You're not getting your facts right at all.

How do we know from this $\langle W \rangle = \int_{-\infty}^{\infty} \bar{\Psi}\left(-\frac{\hbar^2}{2m} \frac{d^2}{dx^2} + W_p \right) \Psi dx$ or this $\hat{H} = -\frac{\hbar^2}{2m}\frac{d^2}{dx^2} + W_p$ that we have an eigenfunctiuion and eigenvalue.

Answer: we don't.

All I know about operator $\bar{H}$ so far is this equation where $\langle W \rangle$ is an energy expected value: \begin{align} \langle W \rangle = \int_{-\infty}^{\infty} \bar{\Psi}\left(-\frac{\hbar^2}{2m} \frac{d^2}{dx^2} + W_p \right) \Psi dx \end{align}

No, you don't.

Here's the mathematical side of what an eigenfunction and eigenvalue is:

Given a linear transformation $T : V \to V$, where $V$ is an infinite dimensional Hilbert or Banach space, then a scalar $\lambda$ is an eigenvalue if and only if there is some non-zero vector $v$ such that $T(v) = \lambda v$.

Here's the physics side (i.e. QM):

We postulate that the state of a system is described by some abstract vector (called a ket) $|\Psi\rangle$ that belongs to some abstract Hilbert space $\mathcal{H}$.

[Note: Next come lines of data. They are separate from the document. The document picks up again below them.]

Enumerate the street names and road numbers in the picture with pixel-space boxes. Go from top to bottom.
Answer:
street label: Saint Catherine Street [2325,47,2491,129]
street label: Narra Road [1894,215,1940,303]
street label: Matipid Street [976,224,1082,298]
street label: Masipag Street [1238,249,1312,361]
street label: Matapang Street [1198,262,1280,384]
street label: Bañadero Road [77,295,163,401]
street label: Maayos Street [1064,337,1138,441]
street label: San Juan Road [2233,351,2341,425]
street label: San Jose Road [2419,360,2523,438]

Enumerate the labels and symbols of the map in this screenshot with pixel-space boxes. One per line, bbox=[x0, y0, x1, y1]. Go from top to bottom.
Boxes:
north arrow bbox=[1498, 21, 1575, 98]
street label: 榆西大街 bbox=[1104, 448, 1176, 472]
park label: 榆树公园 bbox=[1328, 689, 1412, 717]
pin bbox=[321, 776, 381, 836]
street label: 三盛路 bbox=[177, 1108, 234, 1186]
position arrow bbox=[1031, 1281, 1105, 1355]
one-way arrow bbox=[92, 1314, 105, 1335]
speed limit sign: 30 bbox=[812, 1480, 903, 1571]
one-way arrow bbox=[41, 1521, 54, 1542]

Next we postulate that this state evolves in time by some Hermitian operator $H$, which we call the Hamiltonian, via the Schrodinger equation. What is $H$? you guess and compare to experimental results (that's what physics is anyway).

Next we postulate for any measurable quantity, there exists some Hermitian operator $O$, and we further postulate that the average of many measurements of $O$ is given by $ \langle O \rangle = \langle \Psi | O | \Psi \rangle$.

Connection to wavefunctions: we pick the Hilbert space $L^2(\mathbb{R}^3)$ to work in, so $\Psi(x) = \langle x | \Psi \rangle$, and $\langle O \rangle = \int_{-\infty}^{\infty} \Psi^*(x) O(x) \Psi(x) dx$.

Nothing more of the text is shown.